Процесс рождения фильма необъясним. Фильм начинается с хорошего сценария. Мне, режиссеру, попадает в руки текст. Если читаю его и начинаю видеть в голове кино – значит, сошлось, сценарий годится, фильм получится. Это означает, что можно начинать работать. Если читаю и не вижу ничего, значит – либо со сценарием что-то не так, либо – просто не мое.
– Скажите, Алексей, а любите ли вы… Москву?
– Люблю, но, к сожалению, та Москва, в которой сейчас живу, сильно отличается от города, в котором родился и взрослел. Иногда идешь по улицам и абсолютно не узнаешь их. Мне не нравится новая архитектура, подмена реставрации новоделами, когда сносят здание XIX века и вместо него возводят бетонное, якобы напоминающее снесенное. А эти старые домики, заборы, дворики и создавали неповторимый московский колорит. Например, отлично помню район Таганки, так как там жили бабушка с дедушкой, – с узенькими тротуарами, тумбами, которые когда-то мешали извозчикам срезать углы. Все это исчезло, а если что-то и осталось, то такая редкость. Много лет являюсь подписчиком сайта, посвященного Москве, где опубликованы старые фотографии. Есть снимки кварталов, улиц, которые невозможно узнать: от них ничего не осталось. Этого нам никогда не возродить.
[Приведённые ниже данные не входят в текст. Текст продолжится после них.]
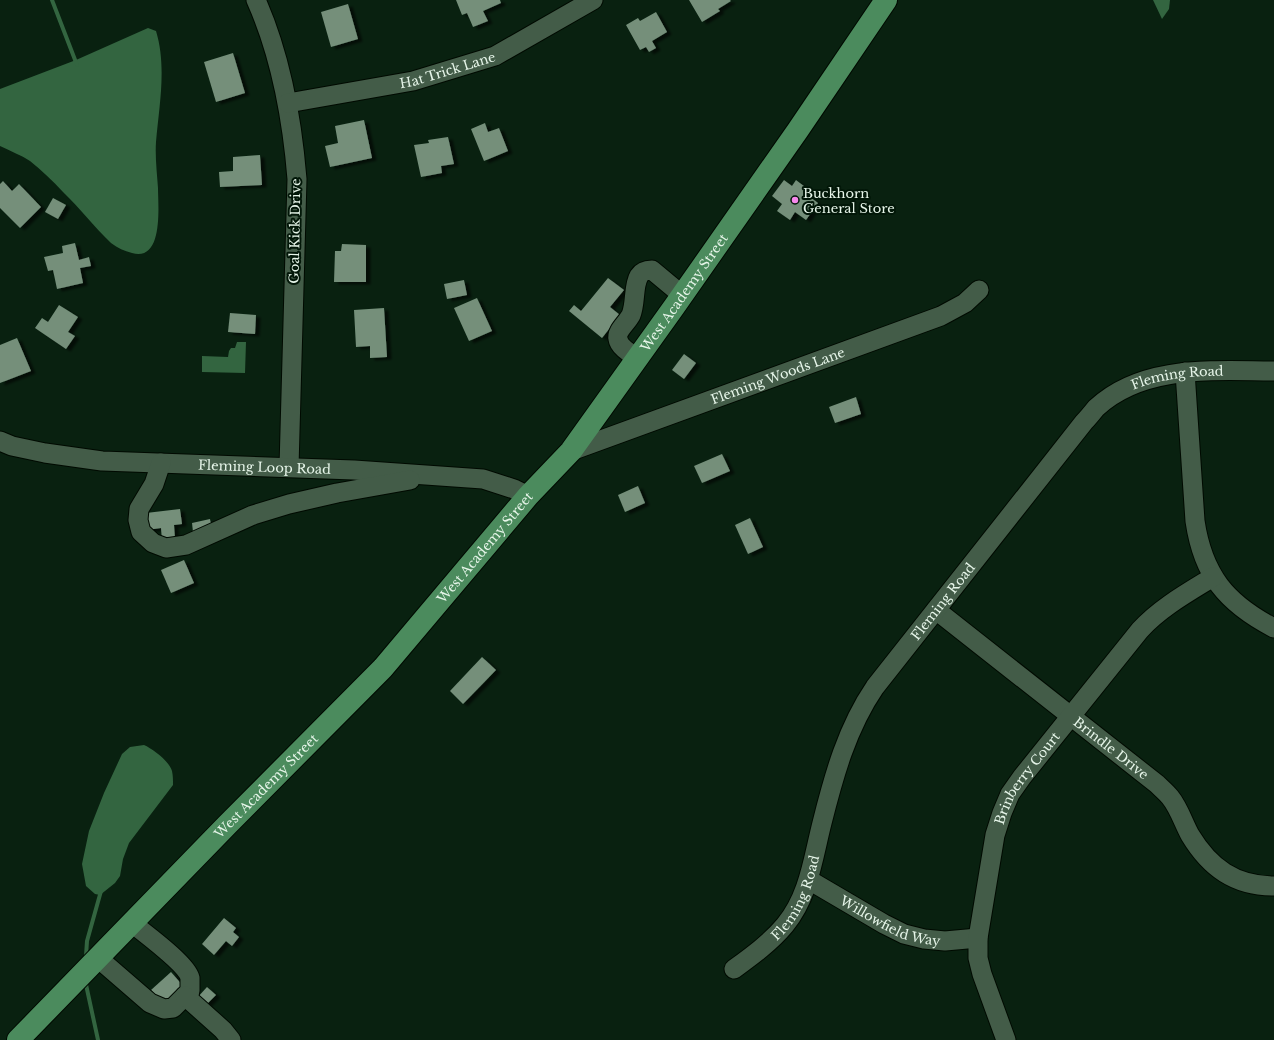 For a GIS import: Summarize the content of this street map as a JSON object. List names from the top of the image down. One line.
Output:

Город, который я любил, увы, постепенно исчезает. Возникает нечто новое. Не знаю, хорошо ли это или плохо. Мой город остался в 70-х, 80-х годах прошлого века…
– Каковы ближайшие планы?
– Когда о проекте говоришь заранее, он не получается. Главная задача – найти денег на проект, чем мы все, собственно, и занимаемся последние годы. Идей много, есть профессиональный коллектив, который «бьет копытом» и «рвется в бой». Если найдем финансирование, приступим к работе. Это может быть и продолжение «Ну, погоди!», и другие интересные проекты. Кстати, раньше одна серия «Ну, погоди!» делалась девять месяцев. Две последние серии – 19-ю и 20-ю – мы сделали за год.
– В какой технике предпочитаете работать?
– Это традиционная классическая рисованная анимация. Все делается вручную. Для десятиминутного фильма в среднем – это 15 000 рисунков. Их надо еще нарисовать.
– А почему не куклы или что-то еще?
– Автор выбирает тот метод, который более всего подходит для реализации его замысла. Но этот момент не должен волновать зрителя. Зритель должен смотреть на экран и видеть жизнь, любовь, смерть – полностью отдаваться происходящему.
«Братки» – не наши герои
– На ваш взгляд, есть ли у современной анимации какие-то серьезные проблемы?
– Это проблема кадров. На разных проектах в разных студиях работают одни и те же люди. В классической анимации, которой я занимаюсь, осталось очень мало профессионалов. Старое поколение мастеров уже на пенсии или, увы, ушли… Те, кто что-то умеет делать, – их единицы, они нарасхват. Часть специалистов уехала за рубеж. Теоретически их можно собрать (я, кстати, пошел по этому пути), устное согласие получено, но теперь нужно оплатить их достойное пребывание здесь, найти средства…
– В игровом кино сейчас обсуждается тема: каков он, герой нашего времени? В анимации есть такой герой?
– Анимация – отдельный мир, производителей этой продукции мало волнует сегодняшняя жизнь. Потому что анимация – тяжелейший и долгий труд. Согласитесь, было бы странно, если кто-то возжелал бы отразить – путем многолетнего труда – «разборки» одного «братка» с другим. В телевизионном сериале, когда серию снимают за пять часов, – можно поговорить и про «братков». А когда десять минут экранного времени делают два года, извините, хочется оставить на экране что-то более приятное, доброе и вечное.